• [Data items]:

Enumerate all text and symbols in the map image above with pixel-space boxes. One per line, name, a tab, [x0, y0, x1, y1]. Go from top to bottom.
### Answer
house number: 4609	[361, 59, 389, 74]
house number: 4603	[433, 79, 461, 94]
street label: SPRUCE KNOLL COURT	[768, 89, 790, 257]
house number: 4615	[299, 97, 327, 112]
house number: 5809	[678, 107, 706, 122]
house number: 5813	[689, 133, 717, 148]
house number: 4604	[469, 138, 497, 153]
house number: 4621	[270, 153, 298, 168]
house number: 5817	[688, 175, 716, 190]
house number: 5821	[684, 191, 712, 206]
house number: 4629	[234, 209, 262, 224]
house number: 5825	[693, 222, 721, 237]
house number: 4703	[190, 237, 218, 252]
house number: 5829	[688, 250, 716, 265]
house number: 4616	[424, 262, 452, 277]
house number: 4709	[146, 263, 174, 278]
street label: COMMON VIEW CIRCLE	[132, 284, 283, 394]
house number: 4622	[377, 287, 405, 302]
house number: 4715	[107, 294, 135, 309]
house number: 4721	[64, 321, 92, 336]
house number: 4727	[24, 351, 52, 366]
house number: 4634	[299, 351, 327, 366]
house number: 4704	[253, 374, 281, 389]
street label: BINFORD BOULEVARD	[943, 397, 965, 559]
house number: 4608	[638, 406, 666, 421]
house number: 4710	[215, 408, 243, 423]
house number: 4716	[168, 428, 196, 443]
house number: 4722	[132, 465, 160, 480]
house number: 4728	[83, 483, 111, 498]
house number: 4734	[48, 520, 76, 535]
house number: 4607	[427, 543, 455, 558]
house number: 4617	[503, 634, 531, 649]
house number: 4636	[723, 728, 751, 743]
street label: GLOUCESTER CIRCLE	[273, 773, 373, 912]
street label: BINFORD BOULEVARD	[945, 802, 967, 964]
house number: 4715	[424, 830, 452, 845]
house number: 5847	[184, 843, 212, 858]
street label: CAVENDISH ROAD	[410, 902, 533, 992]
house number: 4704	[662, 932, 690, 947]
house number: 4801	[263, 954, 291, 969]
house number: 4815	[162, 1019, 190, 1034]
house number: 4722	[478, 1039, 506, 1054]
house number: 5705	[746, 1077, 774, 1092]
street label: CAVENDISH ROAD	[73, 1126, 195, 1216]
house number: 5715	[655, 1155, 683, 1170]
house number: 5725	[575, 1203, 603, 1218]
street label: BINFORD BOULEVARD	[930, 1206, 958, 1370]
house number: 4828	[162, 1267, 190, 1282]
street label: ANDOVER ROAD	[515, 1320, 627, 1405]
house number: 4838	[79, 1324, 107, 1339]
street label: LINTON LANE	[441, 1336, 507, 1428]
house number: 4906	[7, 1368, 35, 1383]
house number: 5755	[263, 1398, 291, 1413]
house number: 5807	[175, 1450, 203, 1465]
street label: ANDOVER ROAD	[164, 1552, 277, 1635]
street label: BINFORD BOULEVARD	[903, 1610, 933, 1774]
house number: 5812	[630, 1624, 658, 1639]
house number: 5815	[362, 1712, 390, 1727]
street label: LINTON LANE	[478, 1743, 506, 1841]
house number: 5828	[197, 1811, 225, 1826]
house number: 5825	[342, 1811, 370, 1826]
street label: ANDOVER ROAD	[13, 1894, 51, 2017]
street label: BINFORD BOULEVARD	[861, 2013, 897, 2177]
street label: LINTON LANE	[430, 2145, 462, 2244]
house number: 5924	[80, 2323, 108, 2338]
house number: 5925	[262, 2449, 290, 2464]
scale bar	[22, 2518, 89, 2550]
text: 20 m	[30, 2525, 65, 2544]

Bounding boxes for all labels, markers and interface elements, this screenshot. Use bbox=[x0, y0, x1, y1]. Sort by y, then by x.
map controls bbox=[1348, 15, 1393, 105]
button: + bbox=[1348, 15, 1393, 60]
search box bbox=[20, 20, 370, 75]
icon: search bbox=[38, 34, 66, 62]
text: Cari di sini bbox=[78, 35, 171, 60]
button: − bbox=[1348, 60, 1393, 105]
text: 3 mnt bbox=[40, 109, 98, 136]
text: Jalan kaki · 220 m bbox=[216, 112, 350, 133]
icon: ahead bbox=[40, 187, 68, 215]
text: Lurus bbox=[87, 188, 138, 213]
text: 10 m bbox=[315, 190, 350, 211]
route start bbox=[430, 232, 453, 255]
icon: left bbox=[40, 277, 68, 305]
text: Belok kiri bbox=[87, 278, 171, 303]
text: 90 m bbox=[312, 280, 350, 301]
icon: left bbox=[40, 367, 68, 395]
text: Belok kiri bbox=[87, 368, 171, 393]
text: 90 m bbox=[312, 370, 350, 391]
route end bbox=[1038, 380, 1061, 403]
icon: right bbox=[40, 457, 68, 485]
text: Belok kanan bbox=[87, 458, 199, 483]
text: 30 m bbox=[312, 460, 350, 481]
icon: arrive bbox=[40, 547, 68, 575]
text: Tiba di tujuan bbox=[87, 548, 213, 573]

• [Assignment]:
Every entry must be retyped in full, exactly as given.

• [Output]:
Enumerate all text and symbols in the map image above with pixel-space boxes. One per line, name, a tab, [x0, y0, x1, y1]. Go from top to bottom.
### Answer
house number: 4609	[361, 59, 389, 74]
house number: 4603	[433, 79, 461, 94]
street label: SPRUCE KNOLL COURT	[768, 89, 790, 257]
house number: 4615	[299, 97, 327, 112]
house number: 5809	[678, 107, 706, 122]
house number: 5813	[689, 133, 717, 148]
house number: 4604	[469, 138, 497, 153]
house number: 4621	[270, 153, 298, 168]
house number: 5817	[688, 175, 716, 190]
house number: 5821	[684, 191, 712, 206]
house number: 4629	[234, 209, 262, 224]
house number: 5825	[693, 222, 721, 237]
house number: 4703	[190, 237, 218, 252]
house number: 5829	[688, 250, 716, 265]
house number: 4616	[424, 262, 452, 277]
house number: 4709	[146, 263, 174, 278]
street label: COMMON VIEW CIRCLE	[132, 284, 283, 394]
house number: 4622	[377, 287, 405, 302]
house number: 4715	[107, 294, 135, 309]
house number: 4721	[64, 321, 92, 336]
house number: 4727	[24, 351, 52, 366]
house number: 4634	[299, 351, 327, 366]
house number: 4704	[253, 374, 281, 389]
street label: BINFORD BOULEVARD	[943, 397, 965, 559]
house number: 4608	[638, 406, 666, 421]
house number: 4710	[215, 408, 243, 423]
house number: 4716	[168, 428, 196, 443]
house number: 4722	[132, 465, 160, 480]
house number: 4728	[83, 483, 111, 498]
house number: 4734	[48, 520, 76, 535]
house number: 4607	[427, 543, 455, 558]
house number: 4617	[503, 634, 531, 649]
house number: 4636	[723, 728, 751, 743]
street label: GLOUCESTER CIRCLE	[273, 773, 373, 912]
street label: BINFORD BOULEVARD	[945, 802, 967, 964]
house number: 4715	[424, 830, 452, 845]
house number: 5847	[184, 843, 212, 858]
street label: CAVENDISH ROAD	[410, 902, 533, 992]
house number: 4704	[662, 932, 690, 947]
house number: 4801	[263, 954, 291, 969]
house number: 4815	[162, 1019, 190, 1034]
house number: 4722	[478, 1039, 506, 1054]
house number: 5705	[746, 1077, 774, 1092]
street label: CAVENDISH ROAD	[73, 1126, 195, 1216]
house number: 5715	[655, 1155, 683, 1170]
house number: 5725	[575, 1203, 603, 1218]
street label: BINFORD BOULEVARD	[930, 1206, 958, 1370]
house number: 4828	[162, 1267, 190, 1282]
street label: ANDOVER ROAD	[515, 1320, 627, 1405]
house number: 4838	[79, 1324, 107, 1339]
street label: LINTON LANE	[441, 1336, 507, 1428]
house number: 4906	[7, 1368, 35, 1383]
house number: 5755	[263, 1398, 291, 1413]
house number: 5807	[175, 1450, 203, 1465]
street label: ANDOVER ROAD	[164, 1552, 277, 1635]
street label: BINFORD BOULEVARD	[903, 1610, 933, 1774]
house number: 5812	[630, 1624, 658, 1639]
house number: 5815	[362, 1712, 390, 1727]
street label: LINTON LANE	[478, 1743, 506, 1841]
house number: 5828	[197, 1811, 225, 1826]
house number: 5825	[342, 1811, 370, 1826]
street label: ANDOVER ROAD	[13, 1894, 51, 2017]
street label: BINFORD BOULEVARD	[861, 2013, 897, 2177]
street label: LINTON LANE	[430, 2145, 462, 2244]
house number: 5924	[80, 2323, 108, 2338]
house number: 5925	[262, 2449, 290, 2464]
scale bar	[22, 2518, 89, 2550]
text: 20 m	[30, 2525, 65, 2544]

Bounding boxes for all labels, markers and interface elements, this screenshot. Use bbox=[x0, y0, x1, y1]. Sort by y, then by x.
map controls bbox=[1348, 15, 1393, 105]
button: + bbox=[1348, 15, 1393, 60]
search box bbox=[20, 20, 370, 75]
icon: search bbox=[38, 34, 66, 62]
text: Cari di sini bbox=[78, 35, 171, 60]
button: − bbox=[1348, 60, 1393, 105]
text: 3 mnt bbox=[40, 109, 98, 136]
text: Jalan kaki · 220 m bbox=[216, 112, 350, 133]
icon: ahead bbox=[40, 187, 68, 215]
text: Lurus bbox=[87, 188, 138, 213]
text: 10 m bbox=[315, 190, 350, 211]
route start bbox=[430, 232, 453, 255]
icon: left bbox=[40, 277, 68, 305]
text: Belok kiri bbox=[87, 278, 171, 303]
text: 90 m bbox=[312, 280, 350, 301]
icon: left bbox=[40, 367, 68, 395]
text: Belok kiri bbox=[87, 368, 171, 393]
text: 90 m bbox=[312, 370, 350, 391]
route end bbox=[1038, 380, 1061, 403]
icon: right bbox=[40, 457, 68, 485]
text: Belok kanan bbox=[87, 458, 199, 483]
text: 30 m bbox=[312, 460, 350, 481]
icon: arrive bbox=[40, 547, 68, 575]
text: Tiba di tujuan bbox=[87, 548, 213, 573]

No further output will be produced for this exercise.